Heute überschreitet bei Früchten und Gemüse im Durchschnitt nur gerade eine Probe im Jahr den Grenzwert. Im Unterschied zum Toleranzwert, dessen Einhaltung eine gute landwirtschaftliche Praxis widerspiegelt, birgt die Überschreitung des Grenzwerts Risiken für die Gesundheit. Gegen den betreffenden Anbieter wird Strafanzeige erstattet. Die Ware, sofern noch vorhanden, wird beschlagnahmt und vernichtet.

«Eine gute Salatserie»

Nitrat im Salat ist kein Thema mehr. Dies hat allerdings weniger mit einer Verbesserung der Produktionsmethoden zu tun als mit der Politik: Vor zwei Jahren wurde der Höchstwert erhöht. «Man geht heute davon aus, dass ein etwas höherer Nitratgehalt kein Risiko für die Gesundheit darstellt. Hingegen ist wissenschaftlich erwiesen, dass ein hoher Früchte- und Gemüsekonsum gesund ist», sagt Etter.

Zwei Wochen sind vergangen. Die Maschinen im Labor haben ihre Arbeit getan, die Resultate liegen vor. Abteilungsleiter Schürmann ist zufrieden: «Es ist eine gute Salatserie.» Die Biosalate waren gänzlich frei von Rückständen.
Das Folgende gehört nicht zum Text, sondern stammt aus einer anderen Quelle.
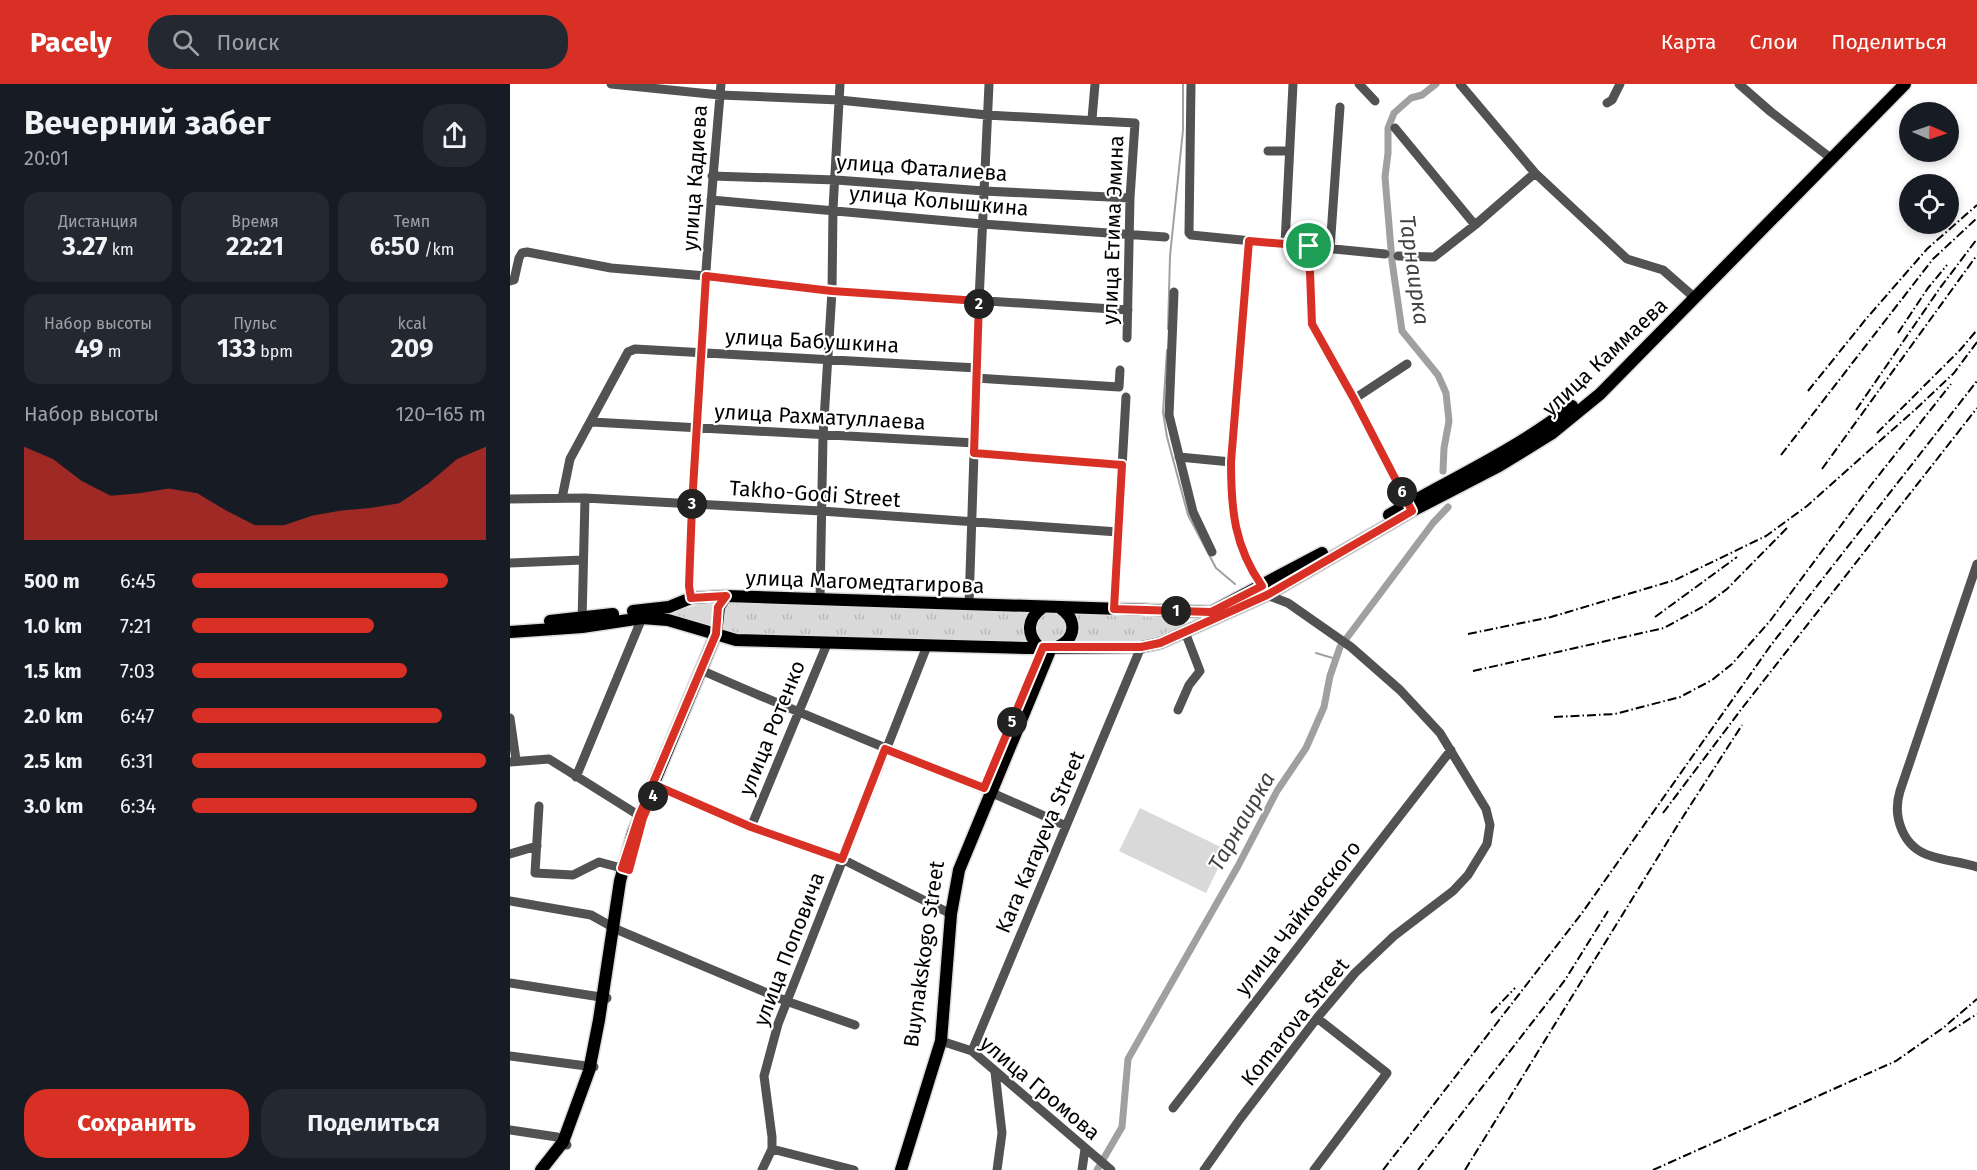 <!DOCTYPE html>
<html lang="ru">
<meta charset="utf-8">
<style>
:root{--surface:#171b24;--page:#242831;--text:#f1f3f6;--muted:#9ea1a6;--accent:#d93025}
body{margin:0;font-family:"Fira Sans",sans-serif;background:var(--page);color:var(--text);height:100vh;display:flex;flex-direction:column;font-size:22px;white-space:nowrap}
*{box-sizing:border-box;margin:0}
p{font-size:20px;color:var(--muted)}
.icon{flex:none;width:33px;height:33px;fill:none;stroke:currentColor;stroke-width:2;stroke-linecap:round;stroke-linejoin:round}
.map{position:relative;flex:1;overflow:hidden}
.drawer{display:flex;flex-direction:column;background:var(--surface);width:510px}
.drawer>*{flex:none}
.needle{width:39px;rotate:92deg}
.controls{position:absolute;left:1389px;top:18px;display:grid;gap:12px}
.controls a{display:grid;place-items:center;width:60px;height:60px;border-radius:50%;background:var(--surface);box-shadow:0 3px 9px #0003;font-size:30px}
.pin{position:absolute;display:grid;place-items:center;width:51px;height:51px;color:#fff;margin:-26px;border:3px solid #fff;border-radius:50%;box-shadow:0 2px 6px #0007}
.km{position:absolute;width:30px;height:30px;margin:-15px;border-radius:50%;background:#222;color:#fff;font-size:16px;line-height:30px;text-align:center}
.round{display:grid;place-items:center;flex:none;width:63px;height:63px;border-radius:24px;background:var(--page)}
.head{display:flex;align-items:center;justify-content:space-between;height:102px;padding:0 24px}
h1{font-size:33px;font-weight:700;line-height:45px}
.stats{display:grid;grid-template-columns:repeat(3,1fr);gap:9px;height:102px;padding:6px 24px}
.stats div{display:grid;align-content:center;border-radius:15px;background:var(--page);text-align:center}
.stats b{font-size:26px;font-weight:700}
.stats small{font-size:16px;font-weight:400}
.stats p{font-size:16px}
.chart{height:168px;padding:12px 24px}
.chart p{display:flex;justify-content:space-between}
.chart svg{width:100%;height:108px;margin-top:6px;fill:var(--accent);opacity:.7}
.action{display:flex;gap:12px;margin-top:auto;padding:12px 24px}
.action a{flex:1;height:69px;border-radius:24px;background:var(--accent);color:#fff;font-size:24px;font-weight:700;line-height:69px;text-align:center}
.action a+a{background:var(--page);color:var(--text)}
ul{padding:0 24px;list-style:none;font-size:20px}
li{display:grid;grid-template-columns:96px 72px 1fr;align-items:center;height:45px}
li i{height:15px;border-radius:8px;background:var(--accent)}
header{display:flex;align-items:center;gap:36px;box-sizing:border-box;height:84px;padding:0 30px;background:var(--accent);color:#fff}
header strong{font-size:28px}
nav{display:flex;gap:33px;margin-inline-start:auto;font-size:21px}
.search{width:420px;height:54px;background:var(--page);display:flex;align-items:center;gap:15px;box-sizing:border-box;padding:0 21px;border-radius:24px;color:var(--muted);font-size:22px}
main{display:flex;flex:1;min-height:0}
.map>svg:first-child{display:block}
</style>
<header>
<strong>Pacely</strong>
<div class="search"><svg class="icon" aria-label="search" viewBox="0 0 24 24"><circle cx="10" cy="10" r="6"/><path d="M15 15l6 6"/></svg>Поиск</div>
<nav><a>Карта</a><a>Слои</a><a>Поделиться</a></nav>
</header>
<main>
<section class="drawer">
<div class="head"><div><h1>Вечерний забег</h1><p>20:01</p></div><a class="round"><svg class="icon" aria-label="share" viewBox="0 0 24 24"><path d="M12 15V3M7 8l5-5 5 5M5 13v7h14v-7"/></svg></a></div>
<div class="stats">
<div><p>Дистанция</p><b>3.27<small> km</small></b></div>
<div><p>Время</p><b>22:21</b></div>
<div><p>Темп</p><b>6:50<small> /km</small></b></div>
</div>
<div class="stats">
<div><p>Набор высоты</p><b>49<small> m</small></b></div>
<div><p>Пульс</p><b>133<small> bpm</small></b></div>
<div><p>kcal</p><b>209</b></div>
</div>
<div class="chart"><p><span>Набор высоты</span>120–165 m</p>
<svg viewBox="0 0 160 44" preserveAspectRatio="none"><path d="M0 44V6L10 11L20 20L30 26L40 25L50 23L60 25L70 32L80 38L90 38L100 34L110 32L120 31L130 29L140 21L150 11L160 6V44z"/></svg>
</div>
<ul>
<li><b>500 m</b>6:45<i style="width:87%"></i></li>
<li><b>1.0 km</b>7:21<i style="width:62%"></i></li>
<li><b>1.5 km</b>7:03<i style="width:73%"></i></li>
<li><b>2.0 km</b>6:47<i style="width:85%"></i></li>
<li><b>2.5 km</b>6:31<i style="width:100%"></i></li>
<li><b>3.0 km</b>6:34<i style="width:97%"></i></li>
</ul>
<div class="action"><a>Сохранить</a><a>Поделиться</a></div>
</section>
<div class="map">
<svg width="1467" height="1086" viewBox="0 0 1467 1086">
<defs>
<pattern id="park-tufts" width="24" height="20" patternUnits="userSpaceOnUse" patternTransform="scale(1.5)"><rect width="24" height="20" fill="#d9d9d9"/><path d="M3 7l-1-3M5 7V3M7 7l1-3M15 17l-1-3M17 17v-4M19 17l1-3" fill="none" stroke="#b8b8b8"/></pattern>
</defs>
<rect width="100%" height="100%" fill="#fff"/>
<!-- grass -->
<path fill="#d9d9d9" d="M630,724L717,766L696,809L609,767Z"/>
<!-- park -->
<path fill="url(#park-tufts)" d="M197,518L206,519L202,543L161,529Z
M220,518L520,527C511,539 510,548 519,560L219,550L213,544V524Z
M526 544a15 15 0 1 1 30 0a15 15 0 1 1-30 0Z
M565,530L672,534L674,541L649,555L629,559L564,560C571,550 572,540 565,530Z"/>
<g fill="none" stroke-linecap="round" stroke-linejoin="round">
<!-- stream -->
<path stroke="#a0a0a0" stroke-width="2" d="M658,245L660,172L673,46V0
M657,266L653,328L657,353L678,431L706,484L725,500
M806,569L826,575"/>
<!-- canal -->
<path stroke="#a0a0a0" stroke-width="7" d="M926,0L912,11L901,14L884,29L878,44V69L875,93L882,177L892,247L928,291L936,309L939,337L934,364L933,387
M587,1086L612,1043L618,975L728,782L767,707L796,664L814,623L820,592L830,563L923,439L938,423"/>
<defs>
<path id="major" d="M879,431C941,395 1006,366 1062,322
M123,527L159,523L181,514L216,512L701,528L812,469
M40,537L103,530
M0,548L72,543L132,534L158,536L226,556L516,564L631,563L650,559L757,511L902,427L989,382L1041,350L1090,310L1395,0
M529,563C516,550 517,535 532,524
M547,563C567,555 567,535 550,524
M31,1086L53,1058L79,987L89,936L110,797L123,749L206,550L209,523L216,512
M391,1086L431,957L441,830L449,786L541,564"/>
</defs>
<!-- major casing -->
<use href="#major" stroke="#dbdbdb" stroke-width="15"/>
<!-- minor -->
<path stroke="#525252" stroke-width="9" d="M101,0L210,11L329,16L477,31L625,39L620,114L617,254
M681,0L679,149L681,151L875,170
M849,0L865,17
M950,0L1025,89L1117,175L1153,186L1185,214
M1229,0L1261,28L1322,75
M1097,19L1102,16L1110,0
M582,35L585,0
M885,44L965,141
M758,67H779
M202,92L326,96L474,107L620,114
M201,116L472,140L655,153
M775,160L783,0
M799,162L802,240L844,315L900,423
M820,165L830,23
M888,172L924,173L965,141L1025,89
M0,197L4,196L9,174L12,169L17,168L101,184L196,192L322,207L618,226
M664,208L659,331L683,428L702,468
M466,294L609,303L610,286
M844,315L897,280
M82,338L465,359
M464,369L612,381
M669,373L721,378
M52,414L60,375L118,268L125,265L467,284
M0,415L75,414L311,427L608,448
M0,479L73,476
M1467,480L1390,707C1382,733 1393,764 1421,772C1436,777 1452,778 1467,783
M181,514L179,502C185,334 196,167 211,0
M310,515L313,352L322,207L323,125L330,0
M459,521L469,217L479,0
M604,525L616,313
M72,538L75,414
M191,586C312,640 436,686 556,742
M668,626L679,601L690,587L675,548
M0,634L6,676
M0,678L39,675L133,734
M66,693L132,534
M142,700L241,743L332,775L441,830
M29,722L25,789L63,791L89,778L119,786
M241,743L317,560
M0,770L27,762
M0,817L81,831L108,846L276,917L345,941
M0,899L97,914
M431,957L462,967L601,1086
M462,967L631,563
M0,972L84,983
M485,988L492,1049L487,1086
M663,1024L941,666
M0,1046L47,1053L57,1061
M262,1065L344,1086
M252,1086L262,1065V1053L254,992L268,940L417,562
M572,1086L575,1065
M694,1086L730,1035L807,934L845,889L884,852L943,807L958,791L977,760L980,741L976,725L930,649L890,606L841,563L778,519L757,511L743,488L731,462L724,437L721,378L739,157
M804,1086L877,989L807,934"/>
<!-- major -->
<use href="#major" stroke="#000" stroke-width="12"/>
<!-- rail -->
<path stroke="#000" stroke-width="2" stroke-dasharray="9 3 1.5 3" stroke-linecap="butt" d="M1388,249L1418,204L1437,181
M1298,307L1356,235L1417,165L1467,121
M1346,326L1430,204L1467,155
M1367,349L1450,266L1467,246
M1271,371L1423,175L1467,134
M1312,385L1467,171
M1145,533L1227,473
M958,550L1041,533L1165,496L1256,452L1297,422L1408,323L1444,289L1467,258
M963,587L1154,544L1194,522L1217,505L1277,444
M1044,633L1105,630L1170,613L1202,596L1222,580L1260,537L1361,401L1441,300
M1153,729L1233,623L1467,324
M981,929L1005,904
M1439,948L1467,930
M873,1086L1072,829L1261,561L1467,297
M908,1086L1055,896L1098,827
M955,1086L1169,739L1232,641
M1143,1086L1386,977L1433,944L1467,915"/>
</g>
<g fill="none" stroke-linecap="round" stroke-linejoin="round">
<defs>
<path id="route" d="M739,157L799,162L802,240L844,315L902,427L757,511L650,559L631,563H533L474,704L375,665L332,775L241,743L147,702L133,734L119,786L112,784L129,732L206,550L208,523L216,512L181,514L179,502L182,421L196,192L322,207L469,217L464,369L612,381L604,525L701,528L752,502C724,462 721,425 721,378Z"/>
</defs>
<!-- route casing -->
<use href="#route" stroke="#fff" stroke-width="12"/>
<!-- route -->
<use href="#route" stroke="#d93025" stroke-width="8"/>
</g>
<g text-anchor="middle" stroke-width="4.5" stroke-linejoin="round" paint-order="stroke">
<!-- street labels -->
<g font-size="21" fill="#000" stroke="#fff">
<text transform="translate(412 84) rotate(4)" y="7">улица Фаталиева</text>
<text transform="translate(185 94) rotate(-86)" y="7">улица Кадиева</text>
<text transform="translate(429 117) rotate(5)" y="7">улица Колышкина</text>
<text transform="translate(603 146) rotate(-88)" y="7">улица Етима Эмина</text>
<text transform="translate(302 257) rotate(3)" y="7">улица Бабушкина</text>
<text transform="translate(1095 273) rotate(-43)" y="7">улица Каммаева</text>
<text transform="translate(310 333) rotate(3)" y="7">улица Рахматуллаева</text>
<text transform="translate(305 410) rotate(4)" y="7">Takho-Godi Street</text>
<text transform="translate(355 498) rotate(2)" y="7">улица Магомедтагирова</text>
<text transform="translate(262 644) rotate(-68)" y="7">улица Ротенко</text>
<text transform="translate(530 758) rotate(-67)" y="7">Kara Karayeva Street</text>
<text transform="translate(788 834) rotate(-52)" y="7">улица Чайковского</text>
<text transform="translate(279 865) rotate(-69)" y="7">улица Поповича</text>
<text transform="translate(414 870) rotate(-82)" y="7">Buynakskogo Street</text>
<text transform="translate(785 938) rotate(-51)" y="7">Komarova Street</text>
<text transform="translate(530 1004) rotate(40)" y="7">улица Громова</text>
</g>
<!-- water labels -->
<g font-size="22" font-style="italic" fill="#414141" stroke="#fff">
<text transform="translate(905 186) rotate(82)" y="8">Тарнаирка</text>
<text transform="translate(731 737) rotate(-60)" y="8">Тарнаирка</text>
</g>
</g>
</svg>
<div class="controls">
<a><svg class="needle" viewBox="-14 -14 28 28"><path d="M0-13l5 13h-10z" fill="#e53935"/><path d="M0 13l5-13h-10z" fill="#9ea1a6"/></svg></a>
<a><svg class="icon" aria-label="locate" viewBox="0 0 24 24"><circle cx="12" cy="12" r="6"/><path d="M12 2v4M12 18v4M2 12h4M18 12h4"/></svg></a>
</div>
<div class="pin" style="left:799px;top:162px;background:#1e9e55"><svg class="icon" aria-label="arrive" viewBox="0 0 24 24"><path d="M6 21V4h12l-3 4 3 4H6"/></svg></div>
<b class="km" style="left:666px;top:527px">1</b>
<b class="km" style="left:469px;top:220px">2</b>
<b class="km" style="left:182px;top:420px">3</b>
<b class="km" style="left:143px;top:712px">4</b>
<b class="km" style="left:502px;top:638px">5</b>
<b class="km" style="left:892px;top:408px">6</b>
</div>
</main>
Bei den konventionellen Salaten wies rund die Hälfte Rückstände von Pflanzenschutzmitteln auf, vor allem jene aus ausländischer Produktion. Die nachgewiesenen Mengen befanden sich jedoch weit unter den erlaubten Höchstwerten. Im Januar noch hatte die Analyse mehrere Rückstände in fast jeder der Proben ergeben – allerdings ebenfalls in unbedenklichen Mengen.

Ein typisches Ergebnis, so Schürmann: «Im Winter wachsen die Salate in Tunnels oder Treibhäusern mit wenig Licht, wo die klimatischen Bedingungen schlechter sind und die Anfälligkeit für Pilz- und Schädlingsbefall höher ist. Deshalb werden im Winter mehr Pestizide, wie zum Beispiel Fungizide, eingesetzt.» Wer auf seinem Teller auch kleinste Mengen vermeiden will, sollte auf Wintersaisonsalate wie Zuckerhut, Kabis und Chicorée oder auf Bioware ausweichen.

Werte, die in den allermeisten Fällen weit unter dem Toleranzbereich liegen; pro Jahr durchschnittlich höchstens eine Probe, die den Grenzwert übersteigt: Lohnt sich überhaupt der enorme Kontrollaufwand? «Die Kontrollen haben einen hohen Rückkoppelungswert. Ohne sie würde sich die Situation schnell verschlechtern», sagt Kantonschemiker Etter. Entsprechend ist in der Abteilung Pestizide die nächste Analyse im Gang. Dieses Mal hat sich Schürmanns Team Spinat und Küchenkräuter vorgenommen. Die Laborgeräte laufen bereits wieder auf Hochtouren.